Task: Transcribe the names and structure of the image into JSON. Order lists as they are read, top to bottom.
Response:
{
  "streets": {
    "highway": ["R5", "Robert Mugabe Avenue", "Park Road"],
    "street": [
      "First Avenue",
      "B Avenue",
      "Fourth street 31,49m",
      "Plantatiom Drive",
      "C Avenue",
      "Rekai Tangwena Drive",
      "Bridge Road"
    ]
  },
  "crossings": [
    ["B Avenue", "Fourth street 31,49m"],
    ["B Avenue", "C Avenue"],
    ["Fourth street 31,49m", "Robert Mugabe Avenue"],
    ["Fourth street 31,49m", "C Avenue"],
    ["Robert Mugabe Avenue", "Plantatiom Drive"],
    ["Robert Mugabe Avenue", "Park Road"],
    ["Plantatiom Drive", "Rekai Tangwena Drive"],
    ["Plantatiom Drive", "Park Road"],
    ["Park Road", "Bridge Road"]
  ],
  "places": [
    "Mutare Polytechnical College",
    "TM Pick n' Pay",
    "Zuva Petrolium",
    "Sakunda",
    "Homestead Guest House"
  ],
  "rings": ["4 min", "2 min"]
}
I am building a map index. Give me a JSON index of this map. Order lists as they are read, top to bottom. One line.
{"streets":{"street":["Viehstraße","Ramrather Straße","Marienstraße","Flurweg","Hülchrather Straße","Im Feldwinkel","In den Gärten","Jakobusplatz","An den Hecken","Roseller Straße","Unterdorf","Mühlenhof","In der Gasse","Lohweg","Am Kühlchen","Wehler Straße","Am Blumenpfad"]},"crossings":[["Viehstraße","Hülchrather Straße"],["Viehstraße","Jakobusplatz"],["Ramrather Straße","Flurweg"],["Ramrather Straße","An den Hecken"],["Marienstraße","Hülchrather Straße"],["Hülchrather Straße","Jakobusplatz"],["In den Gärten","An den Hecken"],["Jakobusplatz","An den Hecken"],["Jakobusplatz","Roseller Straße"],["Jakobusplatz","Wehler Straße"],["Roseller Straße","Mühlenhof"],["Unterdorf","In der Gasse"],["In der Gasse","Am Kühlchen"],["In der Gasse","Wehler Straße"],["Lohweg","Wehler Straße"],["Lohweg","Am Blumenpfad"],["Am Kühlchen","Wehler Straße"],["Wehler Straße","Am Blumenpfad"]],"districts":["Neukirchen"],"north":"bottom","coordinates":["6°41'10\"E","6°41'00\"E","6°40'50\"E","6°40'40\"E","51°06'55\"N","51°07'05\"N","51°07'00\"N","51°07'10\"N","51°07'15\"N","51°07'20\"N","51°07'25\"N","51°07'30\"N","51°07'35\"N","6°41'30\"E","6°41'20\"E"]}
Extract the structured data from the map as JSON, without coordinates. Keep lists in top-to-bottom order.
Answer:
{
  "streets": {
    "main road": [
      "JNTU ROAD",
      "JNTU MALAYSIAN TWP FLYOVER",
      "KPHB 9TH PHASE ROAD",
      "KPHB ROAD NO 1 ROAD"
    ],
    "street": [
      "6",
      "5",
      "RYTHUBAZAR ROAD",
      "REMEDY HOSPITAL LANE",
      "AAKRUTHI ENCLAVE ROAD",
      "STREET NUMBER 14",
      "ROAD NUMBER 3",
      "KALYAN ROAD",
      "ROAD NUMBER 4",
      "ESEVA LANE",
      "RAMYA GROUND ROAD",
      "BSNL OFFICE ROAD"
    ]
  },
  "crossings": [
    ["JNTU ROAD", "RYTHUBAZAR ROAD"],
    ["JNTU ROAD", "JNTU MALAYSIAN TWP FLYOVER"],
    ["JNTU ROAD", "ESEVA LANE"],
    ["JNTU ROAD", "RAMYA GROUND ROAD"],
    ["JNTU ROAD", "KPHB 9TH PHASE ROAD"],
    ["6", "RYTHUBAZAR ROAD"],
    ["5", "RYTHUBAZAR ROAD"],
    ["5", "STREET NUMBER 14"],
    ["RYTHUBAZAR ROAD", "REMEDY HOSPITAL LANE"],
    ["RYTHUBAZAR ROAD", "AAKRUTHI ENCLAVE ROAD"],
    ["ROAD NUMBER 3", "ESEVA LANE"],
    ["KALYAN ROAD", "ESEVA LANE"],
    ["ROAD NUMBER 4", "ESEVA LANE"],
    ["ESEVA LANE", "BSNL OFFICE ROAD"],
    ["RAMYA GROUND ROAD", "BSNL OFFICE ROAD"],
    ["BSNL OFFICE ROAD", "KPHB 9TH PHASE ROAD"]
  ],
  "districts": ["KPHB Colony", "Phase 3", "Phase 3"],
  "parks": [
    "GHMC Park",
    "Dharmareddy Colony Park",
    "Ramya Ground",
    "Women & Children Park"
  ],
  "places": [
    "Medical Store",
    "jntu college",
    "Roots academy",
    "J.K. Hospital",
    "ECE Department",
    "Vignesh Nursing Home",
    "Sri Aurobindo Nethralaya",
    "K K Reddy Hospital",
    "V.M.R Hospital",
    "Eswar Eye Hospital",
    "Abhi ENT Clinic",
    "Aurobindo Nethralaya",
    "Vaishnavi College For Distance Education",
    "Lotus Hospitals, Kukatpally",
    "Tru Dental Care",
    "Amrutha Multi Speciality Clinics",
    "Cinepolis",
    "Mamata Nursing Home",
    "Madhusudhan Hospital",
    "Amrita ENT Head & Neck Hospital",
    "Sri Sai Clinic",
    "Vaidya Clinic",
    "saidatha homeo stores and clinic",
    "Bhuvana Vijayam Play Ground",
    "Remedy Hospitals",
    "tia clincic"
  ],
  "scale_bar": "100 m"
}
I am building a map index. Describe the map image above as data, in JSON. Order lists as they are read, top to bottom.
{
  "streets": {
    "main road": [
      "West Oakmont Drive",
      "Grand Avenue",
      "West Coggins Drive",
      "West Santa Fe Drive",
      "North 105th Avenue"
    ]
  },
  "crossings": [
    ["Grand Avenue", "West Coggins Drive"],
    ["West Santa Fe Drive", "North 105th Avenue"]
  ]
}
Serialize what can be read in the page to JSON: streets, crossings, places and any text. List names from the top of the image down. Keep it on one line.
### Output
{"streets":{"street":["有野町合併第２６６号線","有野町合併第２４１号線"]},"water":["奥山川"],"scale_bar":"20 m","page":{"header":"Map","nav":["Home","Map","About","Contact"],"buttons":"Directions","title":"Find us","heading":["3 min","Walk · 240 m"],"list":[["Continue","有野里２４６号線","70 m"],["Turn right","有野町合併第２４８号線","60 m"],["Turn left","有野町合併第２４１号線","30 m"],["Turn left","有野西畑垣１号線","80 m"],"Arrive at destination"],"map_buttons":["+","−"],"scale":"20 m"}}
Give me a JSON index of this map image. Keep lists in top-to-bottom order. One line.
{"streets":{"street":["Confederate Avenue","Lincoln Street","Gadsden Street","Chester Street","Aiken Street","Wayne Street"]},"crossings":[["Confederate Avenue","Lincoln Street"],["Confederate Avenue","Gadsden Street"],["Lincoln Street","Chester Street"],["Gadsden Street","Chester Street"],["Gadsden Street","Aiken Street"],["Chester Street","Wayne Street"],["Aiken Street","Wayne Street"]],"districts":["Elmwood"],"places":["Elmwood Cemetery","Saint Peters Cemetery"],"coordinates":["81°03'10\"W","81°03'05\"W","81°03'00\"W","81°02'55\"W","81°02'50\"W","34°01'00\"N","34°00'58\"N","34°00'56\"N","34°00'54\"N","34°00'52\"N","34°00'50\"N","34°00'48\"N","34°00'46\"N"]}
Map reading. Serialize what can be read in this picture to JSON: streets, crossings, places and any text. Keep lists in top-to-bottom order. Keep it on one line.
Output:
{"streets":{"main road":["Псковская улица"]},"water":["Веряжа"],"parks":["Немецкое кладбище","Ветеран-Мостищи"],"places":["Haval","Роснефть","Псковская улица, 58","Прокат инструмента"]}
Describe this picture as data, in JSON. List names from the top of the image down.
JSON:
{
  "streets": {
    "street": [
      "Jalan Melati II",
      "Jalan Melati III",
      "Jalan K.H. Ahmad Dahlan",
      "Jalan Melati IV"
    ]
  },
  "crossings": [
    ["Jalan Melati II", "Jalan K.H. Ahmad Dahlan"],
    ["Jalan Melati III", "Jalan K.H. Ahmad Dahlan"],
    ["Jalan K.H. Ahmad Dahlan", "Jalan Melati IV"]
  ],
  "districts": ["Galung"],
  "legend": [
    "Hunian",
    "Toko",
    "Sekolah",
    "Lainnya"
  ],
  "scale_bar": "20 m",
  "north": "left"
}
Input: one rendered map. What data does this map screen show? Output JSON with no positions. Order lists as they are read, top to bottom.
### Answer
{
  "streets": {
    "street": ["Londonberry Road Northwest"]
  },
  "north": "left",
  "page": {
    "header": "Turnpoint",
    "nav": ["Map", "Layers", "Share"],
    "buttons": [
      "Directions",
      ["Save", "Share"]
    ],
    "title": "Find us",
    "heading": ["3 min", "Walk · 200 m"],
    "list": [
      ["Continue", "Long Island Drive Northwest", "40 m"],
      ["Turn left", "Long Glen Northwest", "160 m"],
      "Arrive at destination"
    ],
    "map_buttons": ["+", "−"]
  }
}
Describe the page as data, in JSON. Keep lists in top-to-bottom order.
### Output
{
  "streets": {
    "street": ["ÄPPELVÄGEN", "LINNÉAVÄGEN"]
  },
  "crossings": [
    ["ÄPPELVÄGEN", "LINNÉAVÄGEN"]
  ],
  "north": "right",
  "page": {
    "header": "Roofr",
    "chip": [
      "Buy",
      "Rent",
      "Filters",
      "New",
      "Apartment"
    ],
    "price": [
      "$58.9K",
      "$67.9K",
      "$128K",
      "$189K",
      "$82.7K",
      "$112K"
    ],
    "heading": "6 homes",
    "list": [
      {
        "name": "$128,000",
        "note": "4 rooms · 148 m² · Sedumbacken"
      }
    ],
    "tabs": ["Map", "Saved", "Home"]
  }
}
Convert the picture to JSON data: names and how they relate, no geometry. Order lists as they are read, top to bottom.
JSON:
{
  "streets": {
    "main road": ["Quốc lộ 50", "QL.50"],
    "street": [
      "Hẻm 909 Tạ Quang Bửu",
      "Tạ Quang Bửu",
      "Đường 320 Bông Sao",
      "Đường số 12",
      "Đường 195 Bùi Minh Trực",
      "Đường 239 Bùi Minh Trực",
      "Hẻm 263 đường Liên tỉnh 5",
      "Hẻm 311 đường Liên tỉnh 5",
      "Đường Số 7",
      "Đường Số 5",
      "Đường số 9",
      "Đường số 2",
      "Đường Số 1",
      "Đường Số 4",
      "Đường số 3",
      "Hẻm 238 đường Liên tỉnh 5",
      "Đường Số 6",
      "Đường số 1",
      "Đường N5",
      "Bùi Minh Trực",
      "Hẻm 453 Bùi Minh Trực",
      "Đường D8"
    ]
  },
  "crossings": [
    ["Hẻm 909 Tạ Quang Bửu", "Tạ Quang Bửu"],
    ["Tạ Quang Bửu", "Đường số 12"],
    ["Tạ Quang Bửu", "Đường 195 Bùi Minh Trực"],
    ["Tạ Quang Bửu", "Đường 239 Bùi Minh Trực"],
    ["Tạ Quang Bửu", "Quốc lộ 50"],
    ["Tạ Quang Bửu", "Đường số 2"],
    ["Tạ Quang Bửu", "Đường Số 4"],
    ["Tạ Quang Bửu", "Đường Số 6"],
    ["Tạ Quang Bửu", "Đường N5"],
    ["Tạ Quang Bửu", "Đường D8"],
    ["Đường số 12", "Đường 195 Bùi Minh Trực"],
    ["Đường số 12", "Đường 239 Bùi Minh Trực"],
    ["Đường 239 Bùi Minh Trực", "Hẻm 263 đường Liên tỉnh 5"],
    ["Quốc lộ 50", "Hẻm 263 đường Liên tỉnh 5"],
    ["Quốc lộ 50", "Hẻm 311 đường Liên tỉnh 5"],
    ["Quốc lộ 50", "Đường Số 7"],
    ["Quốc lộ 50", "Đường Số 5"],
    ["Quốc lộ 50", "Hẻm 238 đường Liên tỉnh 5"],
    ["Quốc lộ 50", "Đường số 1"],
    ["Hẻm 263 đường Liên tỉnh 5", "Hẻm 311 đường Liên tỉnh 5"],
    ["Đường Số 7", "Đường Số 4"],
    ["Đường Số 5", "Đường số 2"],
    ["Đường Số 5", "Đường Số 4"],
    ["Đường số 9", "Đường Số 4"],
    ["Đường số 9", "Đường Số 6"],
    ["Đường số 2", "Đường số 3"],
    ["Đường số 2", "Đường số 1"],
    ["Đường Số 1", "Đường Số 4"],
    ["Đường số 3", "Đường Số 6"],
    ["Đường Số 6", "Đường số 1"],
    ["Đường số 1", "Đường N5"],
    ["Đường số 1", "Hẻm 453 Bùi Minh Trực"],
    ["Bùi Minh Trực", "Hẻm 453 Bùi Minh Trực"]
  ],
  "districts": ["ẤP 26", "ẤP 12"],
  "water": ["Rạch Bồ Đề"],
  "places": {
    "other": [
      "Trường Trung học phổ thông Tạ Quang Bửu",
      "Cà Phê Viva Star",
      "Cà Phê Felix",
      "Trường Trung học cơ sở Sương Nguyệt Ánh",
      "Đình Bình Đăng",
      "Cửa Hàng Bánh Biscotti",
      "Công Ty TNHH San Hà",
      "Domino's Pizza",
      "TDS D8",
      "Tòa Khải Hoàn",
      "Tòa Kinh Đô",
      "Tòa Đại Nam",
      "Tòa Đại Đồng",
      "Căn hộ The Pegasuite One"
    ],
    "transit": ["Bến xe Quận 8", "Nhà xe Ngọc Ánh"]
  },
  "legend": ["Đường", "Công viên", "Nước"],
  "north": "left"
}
•••••
TASK DESCRIPTION - From the records above, return each line that includes "ESEVA".

RESULT OF THIS EXERCISE -
      "ESEVA LANE",
    ["JNTU ROAD", "ESEVA LANE"],
    ["ROAD NUMBER 3", "ESEVA LANE"],
    ["KALYAN ROAD", "ESEVA LANE"],
    ["ROAD NUMBER 4", "ESEVA LANE"],
    ["ESEVA LANE", "BSNL OFFICE ROAD"],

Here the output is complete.